La démocratie requiert du citoyen qu’il voit le problème du point de vue de l’autre, et nous, nous sommes de plus en plus enfermés dans notre bulle. La démocratie requiert de s’appuyer sur des faits partagés, et nous, on nous offre des univers parallèles, mais séparés.

Sue Halpern poursuit sa diatribe : “Il n’est pas compliqué de voir ce à quoi cela nous mènerait – toute organisation dotée d’un agenda (un lobby, un parti politique, une entreprise, un Etat…) pourrait noyer la chambre d’écho avec l’information qu’elle veut diffuser. (Et dans les faits, c’est ce qui s’est produit à droite avec le changement climatique). Qui s’en rendrait compte ?”

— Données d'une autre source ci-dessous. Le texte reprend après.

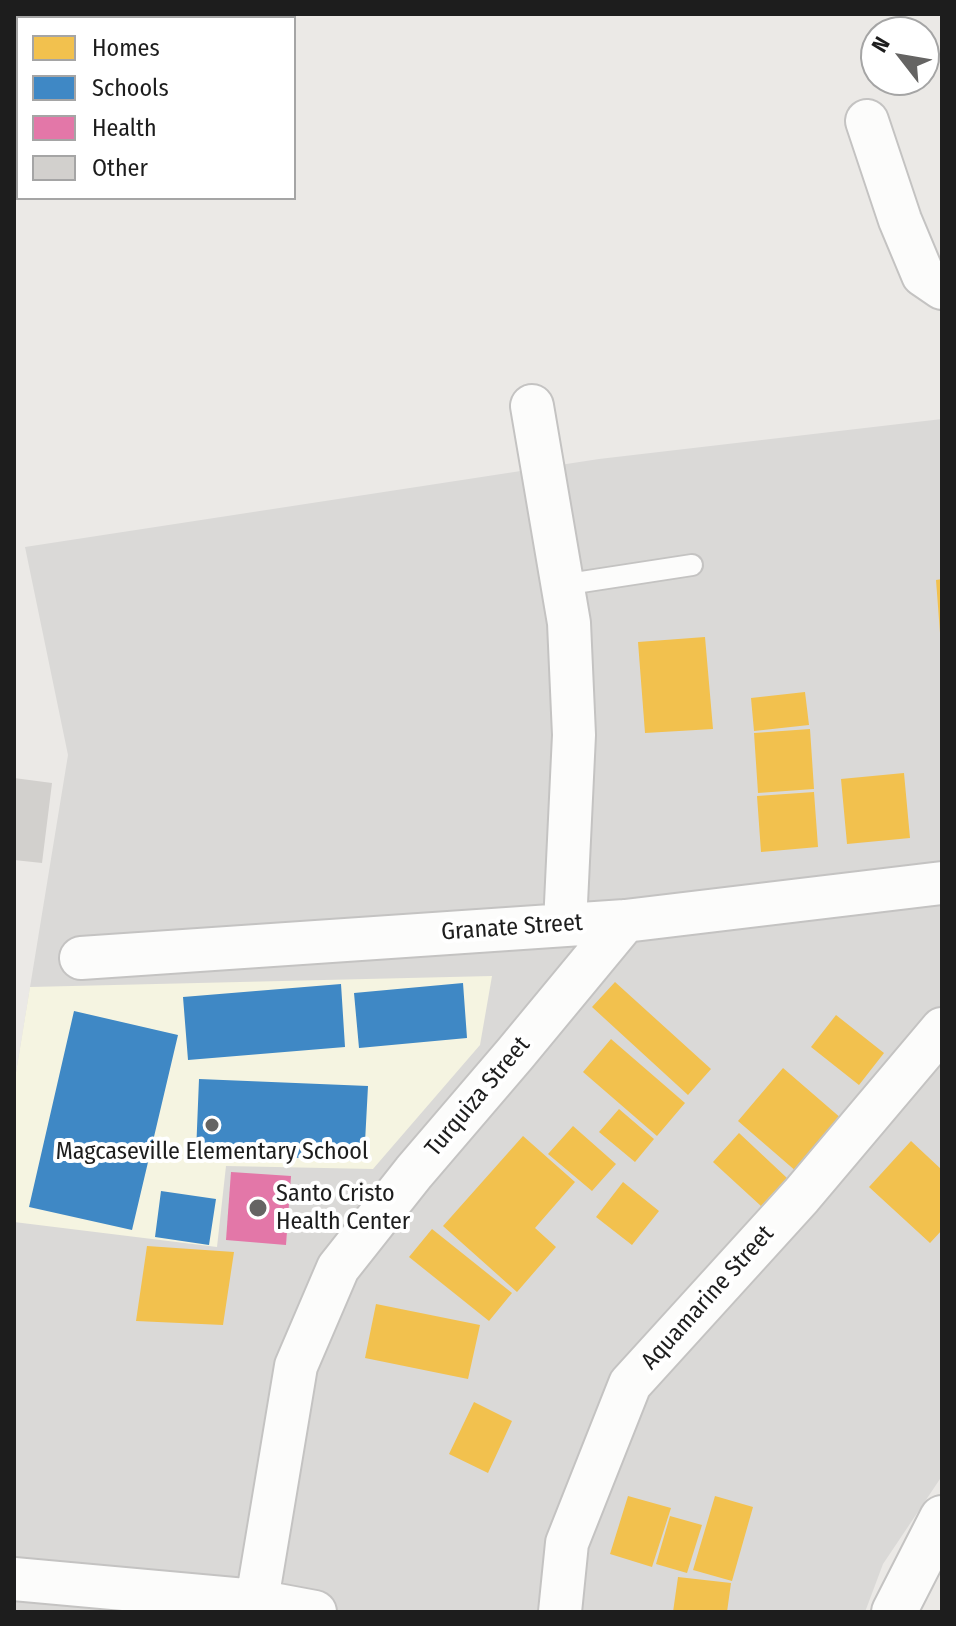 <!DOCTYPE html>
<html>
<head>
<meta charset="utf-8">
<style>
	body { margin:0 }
	#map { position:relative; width:956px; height:1626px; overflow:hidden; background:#ebe9e6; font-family:"Fira Sans Condensed",sans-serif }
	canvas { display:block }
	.frame { position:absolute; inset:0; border:16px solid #1d1d1d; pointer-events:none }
	.legend { position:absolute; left:16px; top:16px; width:280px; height:184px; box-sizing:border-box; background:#fff; border:2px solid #a5a5a5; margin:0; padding:10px 14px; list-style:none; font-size:24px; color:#1d1d1d }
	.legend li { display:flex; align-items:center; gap:16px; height:40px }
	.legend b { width:40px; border:2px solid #a5a5a5 }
	.north { position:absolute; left:860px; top:16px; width:80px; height:80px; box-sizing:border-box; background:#fff; border:2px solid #a5a5a5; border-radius:50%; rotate:301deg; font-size:22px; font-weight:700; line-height:32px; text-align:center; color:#1d1d1d }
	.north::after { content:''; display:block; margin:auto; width:28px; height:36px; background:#656463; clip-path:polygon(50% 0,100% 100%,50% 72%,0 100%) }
</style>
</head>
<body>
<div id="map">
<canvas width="956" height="1626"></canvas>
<div class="frame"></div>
<ul class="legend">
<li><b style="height:22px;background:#f2c14e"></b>Homes</li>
<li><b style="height:22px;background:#3f88c5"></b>Schools</li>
<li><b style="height:22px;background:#e377a8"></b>Health</li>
<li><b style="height:22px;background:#d2d0cd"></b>Other</li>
</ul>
<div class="north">N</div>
</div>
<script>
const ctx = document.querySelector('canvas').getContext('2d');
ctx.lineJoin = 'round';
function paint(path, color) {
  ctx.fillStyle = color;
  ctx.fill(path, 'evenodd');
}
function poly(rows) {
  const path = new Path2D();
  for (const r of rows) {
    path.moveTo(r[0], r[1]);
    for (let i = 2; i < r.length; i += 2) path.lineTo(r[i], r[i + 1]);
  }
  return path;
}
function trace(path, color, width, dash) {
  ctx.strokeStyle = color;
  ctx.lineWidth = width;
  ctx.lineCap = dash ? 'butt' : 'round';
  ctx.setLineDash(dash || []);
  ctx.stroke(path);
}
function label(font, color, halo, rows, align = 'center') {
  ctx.font = font + ' "Fira Sans Condensed",sans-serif';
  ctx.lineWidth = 8;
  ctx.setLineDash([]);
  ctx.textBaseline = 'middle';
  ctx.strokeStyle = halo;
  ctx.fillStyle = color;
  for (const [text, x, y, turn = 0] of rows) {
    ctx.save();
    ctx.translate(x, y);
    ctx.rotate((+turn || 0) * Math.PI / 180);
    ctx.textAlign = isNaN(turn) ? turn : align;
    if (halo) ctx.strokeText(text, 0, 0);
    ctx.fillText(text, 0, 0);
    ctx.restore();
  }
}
const residential = poly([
	[942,419,942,1476,883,1564,865,1612,14,1612,14,1085,68,755,25,547,599,459]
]);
const education = poly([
	[492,976,480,1045,373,1169,226,1166,217,1247,14,1222,14,1085,30,987]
]);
const homes = poly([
	[942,579,942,633,940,633,936,580],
	[705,637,713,729,645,733,638,642],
	[805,692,809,725,754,731,751,698],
	[810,729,814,789,758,793,754,733],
	[904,773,910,838,847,844,841,779],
	[814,792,818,847,761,852,757,796],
	[615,982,711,1069,688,1095,592,1007],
	[836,1015,884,1053,859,1085,811,1047],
	[611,1039,685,1103,657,1136,583,1072],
	[783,1068,842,1119,797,1172,738,1121],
	[619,1109,654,1139,635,1162,599,1132],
	[573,1126,616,1164,592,1191,548,1154],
	[739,1133,787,1178,761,1206,713,1162],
	[523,1136,575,1182,535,1228,556,1247,517,1292,443,1226],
	[911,1141,942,1170,942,1230,930,1243,869,1187],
	[623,1182,659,1211,632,1245,596,1217],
	[432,1229,512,1293,489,1321,409,1257],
	[147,1246,234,1252,223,1325,136,1321],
	[376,1304,480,1325,468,1379,365,1358],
	[474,1402,512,1421,488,1473,449,1454],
	[628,1496,671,1508,652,1567,610,1554],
	[715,1496,753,1507,732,1581,693,1570],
	[670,1516,702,1525,687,1573,656,1564],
	[678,1577,731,1583,727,1612,673,1612]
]);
const schools = poly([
	[463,983,467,1038,359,1048,354,993],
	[341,984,345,1047,188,1060,183,997],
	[74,1011,178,1035,132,1230,29,1207],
	[199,1079,368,1086,364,1161,196,1153],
	[161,1191,216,1199,209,1245,155,1237]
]);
const health = poly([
	[231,1172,291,1176,286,1245,226,1240]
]);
const building = poly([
	[14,778,52,783,42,863,14,860]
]);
const service = poly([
	[562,585,692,565]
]);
const minor = poly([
	[867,121,900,220,923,275,942,288],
	[532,406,569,623,574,735,565,924],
	[81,958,625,921,942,883],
	[14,1579,256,1601,315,1612],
	[255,1612,296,1366,338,1268,414,1172,515,1054,625,921],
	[560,1612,567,1543,630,1384,801,1196,942,1029]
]);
const tertiary = poly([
	[894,1612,942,1518]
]);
const markers = [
	[212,1125,8,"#656463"],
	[258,1208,10,"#656463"]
];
const streetNames = [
	["Granate Street",512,928,-4],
	["Turquiza Street",478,1097,-50],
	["Aquamarine Street",708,1298,-48]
];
const poiNames = [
	["Magcaseville Elementary School",212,1152],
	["Santo Cristo",276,1194,"left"],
	["Health Center",276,1222,"left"]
];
paint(residential, '#dad9d7');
paint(education, '#f5f4e1');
paint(homes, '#f2c14e');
paint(schools, '#3f88c5');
paint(health, '#e377a8');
paint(building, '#d2d0cd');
trace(service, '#c4c3c2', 24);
trace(minor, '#c4c3c2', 46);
trace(tertiary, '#c4c3c2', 48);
trace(service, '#fcfcfb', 20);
trace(minor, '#fcfcfb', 42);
trace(tertiary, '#fcfcfb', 44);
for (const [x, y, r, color] of markers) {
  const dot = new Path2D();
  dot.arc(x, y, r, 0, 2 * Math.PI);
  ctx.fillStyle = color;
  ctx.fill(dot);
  trace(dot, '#fff', 3);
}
label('24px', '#1d1d1d', '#fff', streetNames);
label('24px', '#1d1d1d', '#fff', poiNames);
</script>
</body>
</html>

Et Sue Halpern de citer les propos que Tim Berners-Lee, l’inventeur du Word Wide Web, tenait récemment dans Scientific American :

Le web tel que nous le connaissons est menacé… Parmi ses habitants qui connaissent le plus grand succès, certains ont commencé à pervertir ses principes… Des États – totalitaires tout autant que démocratiques – contrôlent les comportements en ligne, mettant en danger les droits de l’homme.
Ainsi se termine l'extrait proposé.